Pull each line with the string "hidden" from the entries.
*** SUPPLIED ENTRIES ***
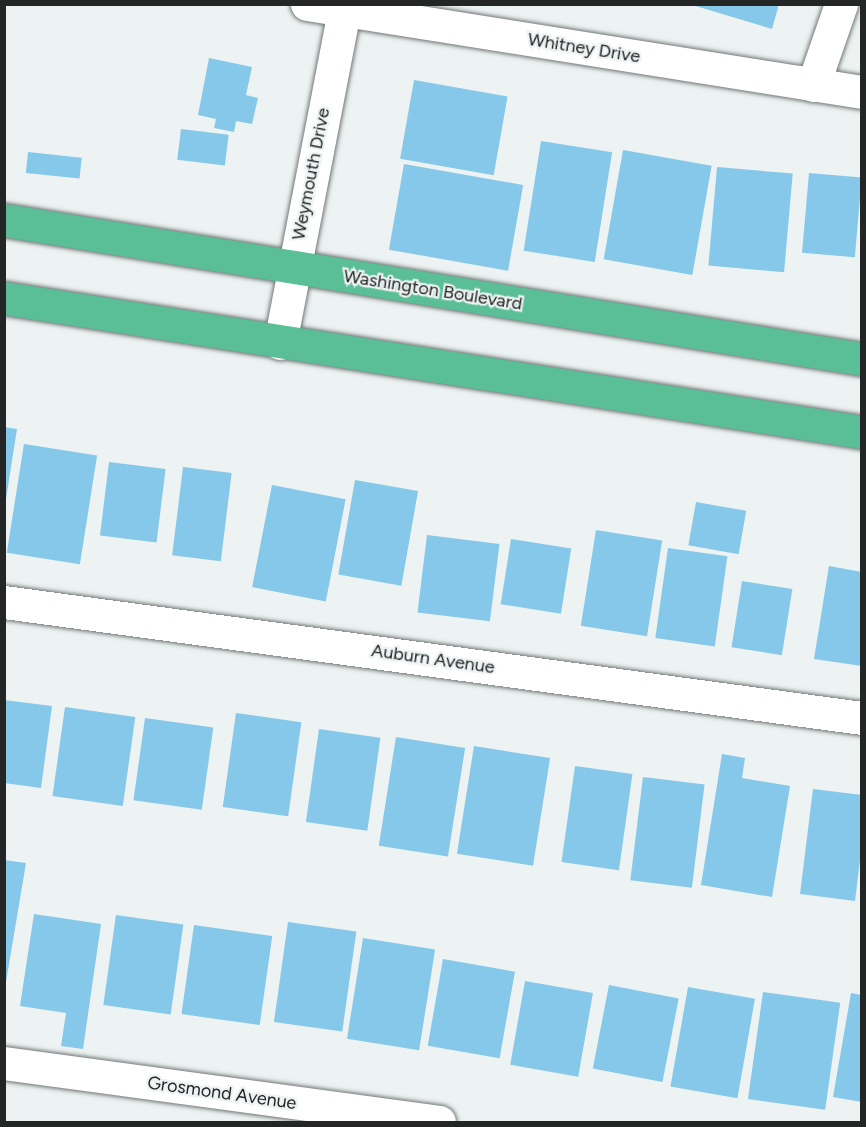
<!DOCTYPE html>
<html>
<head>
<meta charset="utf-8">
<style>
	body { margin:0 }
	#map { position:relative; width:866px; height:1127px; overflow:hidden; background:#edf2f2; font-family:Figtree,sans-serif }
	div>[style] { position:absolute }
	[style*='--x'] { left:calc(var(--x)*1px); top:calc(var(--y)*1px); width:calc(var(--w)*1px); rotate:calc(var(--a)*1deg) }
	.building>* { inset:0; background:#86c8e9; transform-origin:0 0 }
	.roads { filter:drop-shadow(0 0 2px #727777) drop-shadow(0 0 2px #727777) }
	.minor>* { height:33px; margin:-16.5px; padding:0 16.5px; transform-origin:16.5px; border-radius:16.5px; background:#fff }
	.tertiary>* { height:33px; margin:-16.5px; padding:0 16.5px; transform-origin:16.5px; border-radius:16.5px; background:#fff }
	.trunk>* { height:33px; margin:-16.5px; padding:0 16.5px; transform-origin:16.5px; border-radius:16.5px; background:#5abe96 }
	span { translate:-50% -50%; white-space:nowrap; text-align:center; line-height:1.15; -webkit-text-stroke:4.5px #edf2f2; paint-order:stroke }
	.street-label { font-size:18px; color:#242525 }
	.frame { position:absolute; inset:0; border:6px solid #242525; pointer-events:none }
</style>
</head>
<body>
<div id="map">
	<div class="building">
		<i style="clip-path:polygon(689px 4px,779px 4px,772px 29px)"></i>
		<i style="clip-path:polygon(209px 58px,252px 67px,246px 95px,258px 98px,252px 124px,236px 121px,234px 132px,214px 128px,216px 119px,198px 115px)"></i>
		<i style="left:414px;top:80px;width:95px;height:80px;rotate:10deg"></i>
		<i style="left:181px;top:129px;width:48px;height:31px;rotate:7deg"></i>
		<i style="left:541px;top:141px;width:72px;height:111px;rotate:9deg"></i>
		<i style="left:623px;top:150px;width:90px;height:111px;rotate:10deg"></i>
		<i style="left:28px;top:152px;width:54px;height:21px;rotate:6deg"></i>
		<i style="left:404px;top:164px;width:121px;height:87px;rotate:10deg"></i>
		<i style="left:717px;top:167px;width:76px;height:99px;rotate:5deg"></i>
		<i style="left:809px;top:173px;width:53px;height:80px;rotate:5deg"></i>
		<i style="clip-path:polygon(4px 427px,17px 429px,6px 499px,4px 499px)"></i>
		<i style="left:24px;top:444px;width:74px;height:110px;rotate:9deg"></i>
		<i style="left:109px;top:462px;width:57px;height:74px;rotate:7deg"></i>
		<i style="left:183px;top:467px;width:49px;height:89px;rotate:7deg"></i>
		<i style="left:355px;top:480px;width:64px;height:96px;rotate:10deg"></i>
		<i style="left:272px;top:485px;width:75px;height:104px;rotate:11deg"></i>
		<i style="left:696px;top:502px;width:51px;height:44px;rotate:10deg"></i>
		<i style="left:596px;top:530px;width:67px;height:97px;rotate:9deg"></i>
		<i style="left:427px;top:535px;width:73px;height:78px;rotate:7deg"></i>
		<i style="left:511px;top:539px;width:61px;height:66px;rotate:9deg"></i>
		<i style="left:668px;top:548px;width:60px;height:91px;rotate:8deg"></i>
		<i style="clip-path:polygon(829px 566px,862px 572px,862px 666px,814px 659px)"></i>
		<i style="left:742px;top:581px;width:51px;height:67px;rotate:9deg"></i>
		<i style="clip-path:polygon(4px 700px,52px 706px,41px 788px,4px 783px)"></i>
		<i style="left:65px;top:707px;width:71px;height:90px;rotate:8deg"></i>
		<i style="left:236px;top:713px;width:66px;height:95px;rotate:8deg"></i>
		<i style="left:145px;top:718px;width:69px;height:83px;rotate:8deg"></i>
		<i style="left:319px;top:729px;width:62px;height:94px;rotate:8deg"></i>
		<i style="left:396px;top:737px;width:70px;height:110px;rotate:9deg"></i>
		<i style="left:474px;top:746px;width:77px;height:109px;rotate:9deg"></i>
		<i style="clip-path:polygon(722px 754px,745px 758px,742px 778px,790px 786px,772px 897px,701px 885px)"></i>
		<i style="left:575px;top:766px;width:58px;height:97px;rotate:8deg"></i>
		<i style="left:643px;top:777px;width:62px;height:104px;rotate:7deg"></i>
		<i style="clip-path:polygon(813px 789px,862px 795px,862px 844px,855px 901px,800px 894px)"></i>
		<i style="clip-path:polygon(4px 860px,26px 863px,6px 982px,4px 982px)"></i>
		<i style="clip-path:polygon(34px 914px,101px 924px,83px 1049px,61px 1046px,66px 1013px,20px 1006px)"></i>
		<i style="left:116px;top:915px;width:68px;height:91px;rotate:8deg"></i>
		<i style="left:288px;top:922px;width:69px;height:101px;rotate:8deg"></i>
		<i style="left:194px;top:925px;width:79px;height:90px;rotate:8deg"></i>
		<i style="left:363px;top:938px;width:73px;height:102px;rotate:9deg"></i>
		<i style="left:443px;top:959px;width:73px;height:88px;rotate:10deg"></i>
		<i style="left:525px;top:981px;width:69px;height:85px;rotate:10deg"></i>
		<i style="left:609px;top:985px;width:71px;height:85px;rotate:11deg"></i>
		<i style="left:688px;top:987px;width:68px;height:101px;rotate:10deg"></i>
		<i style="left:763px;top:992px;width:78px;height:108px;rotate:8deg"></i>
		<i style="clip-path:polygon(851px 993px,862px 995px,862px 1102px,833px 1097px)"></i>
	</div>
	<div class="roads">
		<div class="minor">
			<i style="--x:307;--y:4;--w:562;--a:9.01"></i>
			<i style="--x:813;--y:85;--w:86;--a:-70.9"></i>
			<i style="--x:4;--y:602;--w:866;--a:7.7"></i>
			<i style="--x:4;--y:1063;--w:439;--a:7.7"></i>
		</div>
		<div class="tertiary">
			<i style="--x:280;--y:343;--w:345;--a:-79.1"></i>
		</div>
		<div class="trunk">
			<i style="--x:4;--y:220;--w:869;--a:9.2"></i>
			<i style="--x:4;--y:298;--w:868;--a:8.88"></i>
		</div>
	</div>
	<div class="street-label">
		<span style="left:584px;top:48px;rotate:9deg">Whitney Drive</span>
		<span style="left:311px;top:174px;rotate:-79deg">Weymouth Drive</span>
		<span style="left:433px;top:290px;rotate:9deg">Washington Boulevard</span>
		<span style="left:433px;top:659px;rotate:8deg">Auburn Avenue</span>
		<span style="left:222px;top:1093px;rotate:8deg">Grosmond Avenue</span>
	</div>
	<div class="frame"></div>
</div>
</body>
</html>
***
*** SUPPLIED ENTRIES ***
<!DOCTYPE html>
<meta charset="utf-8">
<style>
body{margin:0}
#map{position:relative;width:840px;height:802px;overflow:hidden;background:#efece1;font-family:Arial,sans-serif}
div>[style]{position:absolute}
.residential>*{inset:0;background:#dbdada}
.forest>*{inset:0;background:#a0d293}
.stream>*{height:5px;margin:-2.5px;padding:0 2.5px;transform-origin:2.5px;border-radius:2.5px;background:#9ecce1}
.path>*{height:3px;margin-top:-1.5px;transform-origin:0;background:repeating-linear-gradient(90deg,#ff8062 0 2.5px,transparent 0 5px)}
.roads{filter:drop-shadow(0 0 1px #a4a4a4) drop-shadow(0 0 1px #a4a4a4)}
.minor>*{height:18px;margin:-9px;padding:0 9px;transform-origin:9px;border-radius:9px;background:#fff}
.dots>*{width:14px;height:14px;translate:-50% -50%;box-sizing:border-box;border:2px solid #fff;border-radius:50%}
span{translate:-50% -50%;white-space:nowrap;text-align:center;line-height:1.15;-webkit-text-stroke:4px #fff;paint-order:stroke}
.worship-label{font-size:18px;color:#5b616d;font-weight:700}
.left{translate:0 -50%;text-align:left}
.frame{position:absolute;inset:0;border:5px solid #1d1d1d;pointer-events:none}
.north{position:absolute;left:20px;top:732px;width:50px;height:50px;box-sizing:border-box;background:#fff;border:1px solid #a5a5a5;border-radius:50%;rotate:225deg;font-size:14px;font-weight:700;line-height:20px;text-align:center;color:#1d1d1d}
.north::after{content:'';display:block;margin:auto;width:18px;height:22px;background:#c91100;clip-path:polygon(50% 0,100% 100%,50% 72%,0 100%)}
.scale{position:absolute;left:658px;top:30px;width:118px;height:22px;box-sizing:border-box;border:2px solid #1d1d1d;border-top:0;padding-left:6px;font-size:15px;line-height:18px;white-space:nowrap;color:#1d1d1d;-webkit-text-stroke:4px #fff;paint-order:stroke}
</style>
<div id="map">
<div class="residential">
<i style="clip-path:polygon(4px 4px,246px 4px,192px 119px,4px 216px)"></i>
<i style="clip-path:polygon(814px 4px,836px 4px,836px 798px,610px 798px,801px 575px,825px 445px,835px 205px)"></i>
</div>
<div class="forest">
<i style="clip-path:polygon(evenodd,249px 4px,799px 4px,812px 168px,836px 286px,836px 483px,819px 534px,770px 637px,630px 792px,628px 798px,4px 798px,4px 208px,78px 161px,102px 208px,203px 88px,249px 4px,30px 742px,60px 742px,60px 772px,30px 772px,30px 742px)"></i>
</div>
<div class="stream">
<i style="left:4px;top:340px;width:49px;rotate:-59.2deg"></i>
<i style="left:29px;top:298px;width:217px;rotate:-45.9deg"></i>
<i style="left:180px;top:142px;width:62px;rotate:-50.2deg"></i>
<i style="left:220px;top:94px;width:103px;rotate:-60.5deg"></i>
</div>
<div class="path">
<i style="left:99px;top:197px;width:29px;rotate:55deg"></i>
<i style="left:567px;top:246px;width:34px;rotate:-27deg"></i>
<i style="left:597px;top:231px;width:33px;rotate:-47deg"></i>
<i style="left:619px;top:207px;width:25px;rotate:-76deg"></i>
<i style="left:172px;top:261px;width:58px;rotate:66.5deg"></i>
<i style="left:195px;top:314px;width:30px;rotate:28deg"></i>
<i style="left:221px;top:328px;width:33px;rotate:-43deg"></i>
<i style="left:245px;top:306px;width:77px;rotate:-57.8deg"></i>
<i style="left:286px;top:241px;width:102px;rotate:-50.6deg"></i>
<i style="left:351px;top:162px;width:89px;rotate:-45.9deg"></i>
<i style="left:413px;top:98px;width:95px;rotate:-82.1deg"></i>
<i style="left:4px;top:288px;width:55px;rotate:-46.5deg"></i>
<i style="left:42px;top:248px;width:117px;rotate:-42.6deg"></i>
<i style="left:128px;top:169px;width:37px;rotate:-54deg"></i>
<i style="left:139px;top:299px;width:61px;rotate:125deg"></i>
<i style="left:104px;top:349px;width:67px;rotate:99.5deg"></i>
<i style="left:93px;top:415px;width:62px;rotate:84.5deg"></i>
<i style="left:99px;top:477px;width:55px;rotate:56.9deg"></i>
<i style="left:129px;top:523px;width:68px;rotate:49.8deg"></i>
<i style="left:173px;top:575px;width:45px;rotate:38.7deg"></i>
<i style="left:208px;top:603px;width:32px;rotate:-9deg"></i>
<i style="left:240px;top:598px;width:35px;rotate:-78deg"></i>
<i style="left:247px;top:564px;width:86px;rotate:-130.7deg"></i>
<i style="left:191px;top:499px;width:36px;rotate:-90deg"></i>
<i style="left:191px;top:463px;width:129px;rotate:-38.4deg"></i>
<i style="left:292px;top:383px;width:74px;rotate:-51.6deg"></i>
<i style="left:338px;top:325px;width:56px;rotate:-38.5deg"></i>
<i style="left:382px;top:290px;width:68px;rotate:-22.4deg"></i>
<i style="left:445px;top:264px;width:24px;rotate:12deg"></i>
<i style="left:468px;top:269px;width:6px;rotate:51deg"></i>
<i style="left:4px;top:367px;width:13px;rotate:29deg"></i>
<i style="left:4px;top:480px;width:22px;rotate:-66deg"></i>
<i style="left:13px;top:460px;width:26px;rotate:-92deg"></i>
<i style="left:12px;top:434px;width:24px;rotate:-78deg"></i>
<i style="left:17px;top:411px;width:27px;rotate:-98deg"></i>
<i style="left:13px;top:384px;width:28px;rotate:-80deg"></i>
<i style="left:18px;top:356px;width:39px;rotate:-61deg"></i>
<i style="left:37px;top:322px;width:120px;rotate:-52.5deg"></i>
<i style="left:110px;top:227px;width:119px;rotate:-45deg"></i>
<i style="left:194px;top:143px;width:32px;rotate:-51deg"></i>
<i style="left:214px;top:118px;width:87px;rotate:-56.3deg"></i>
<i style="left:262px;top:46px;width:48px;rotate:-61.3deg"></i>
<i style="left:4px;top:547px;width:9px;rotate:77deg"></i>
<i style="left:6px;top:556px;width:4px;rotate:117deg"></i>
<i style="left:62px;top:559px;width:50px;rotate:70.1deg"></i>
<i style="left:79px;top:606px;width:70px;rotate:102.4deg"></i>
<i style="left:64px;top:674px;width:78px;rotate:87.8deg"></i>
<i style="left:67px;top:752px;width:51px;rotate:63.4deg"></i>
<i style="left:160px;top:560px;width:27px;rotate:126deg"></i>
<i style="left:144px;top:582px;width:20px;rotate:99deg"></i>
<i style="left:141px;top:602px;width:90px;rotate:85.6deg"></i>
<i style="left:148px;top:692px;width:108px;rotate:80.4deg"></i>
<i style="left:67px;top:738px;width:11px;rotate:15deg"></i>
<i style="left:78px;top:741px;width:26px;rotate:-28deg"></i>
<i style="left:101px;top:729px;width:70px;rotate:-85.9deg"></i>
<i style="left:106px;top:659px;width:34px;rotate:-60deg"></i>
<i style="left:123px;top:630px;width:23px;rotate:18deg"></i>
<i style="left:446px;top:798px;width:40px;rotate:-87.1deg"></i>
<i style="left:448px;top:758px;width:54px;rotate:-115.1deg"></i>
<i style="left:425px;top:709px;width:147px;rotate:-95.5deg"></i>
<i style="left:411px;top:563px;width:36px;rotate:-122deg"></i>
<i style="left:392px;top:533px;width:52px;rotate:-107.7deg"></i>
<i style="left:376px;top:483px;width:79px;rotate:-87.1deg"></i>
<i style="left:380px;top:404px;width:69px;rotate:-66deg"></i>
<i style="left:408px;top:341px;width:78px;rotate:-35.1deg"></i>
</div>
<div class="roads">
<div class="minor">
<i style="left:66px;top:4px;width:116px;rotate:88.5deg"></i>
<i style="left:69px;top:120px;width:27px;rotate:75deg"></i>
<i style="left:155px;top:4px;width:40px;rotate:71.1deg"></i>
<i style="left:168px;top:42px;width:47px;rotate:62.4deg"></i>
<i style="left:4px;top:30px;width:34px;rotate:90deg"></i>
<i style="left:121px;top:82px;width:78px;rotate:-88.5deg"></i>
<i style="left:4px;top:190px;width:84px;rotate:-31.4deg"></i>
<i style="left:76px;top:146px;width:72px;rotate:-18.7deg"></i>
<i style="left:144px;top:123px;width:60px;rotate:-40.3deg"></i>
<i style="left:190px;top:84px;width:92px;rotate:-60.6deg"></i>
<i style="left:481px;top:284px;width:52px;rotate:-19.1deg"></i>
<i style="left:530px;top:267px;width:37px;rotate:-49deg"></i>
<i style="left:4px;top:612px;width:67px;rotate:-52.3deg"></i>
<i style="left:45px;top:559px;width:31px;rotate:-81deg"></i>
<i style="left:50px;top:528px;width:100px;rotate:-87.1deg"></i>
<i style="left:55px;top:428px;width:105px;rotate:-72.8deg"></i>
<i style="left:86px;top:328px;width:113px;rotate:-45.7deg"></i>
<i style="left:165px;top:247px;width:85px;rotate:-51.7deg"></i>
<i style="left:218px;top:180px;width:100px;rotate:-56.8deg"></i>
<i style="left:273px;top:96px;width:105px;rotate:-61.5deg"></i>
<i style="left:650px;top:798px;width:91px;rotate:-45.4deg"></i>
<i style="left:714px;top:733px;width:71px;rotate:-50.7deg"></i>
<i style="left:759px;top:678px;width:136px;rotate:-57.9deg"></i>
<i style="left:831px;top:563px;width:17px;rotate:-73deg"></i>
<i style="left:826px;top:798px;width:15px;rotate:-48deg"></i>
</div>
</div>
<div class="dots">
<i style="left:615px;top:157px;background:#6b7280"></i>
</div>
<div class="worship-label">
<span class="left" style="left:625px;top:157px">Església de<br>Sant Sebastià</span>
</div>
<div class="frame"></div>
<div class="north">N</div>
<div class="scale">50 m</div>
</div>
***
WORKED SOLUTION:
	#map { position:relative; width:866px; height:1127px; overflow:hidden; background:#edf2f2; font-family:Figtree,sans-serif }
#map{position:relative;width:840px;height:802px;overflow:hidden;background:#efece1;font-family:Arial,sans-serif}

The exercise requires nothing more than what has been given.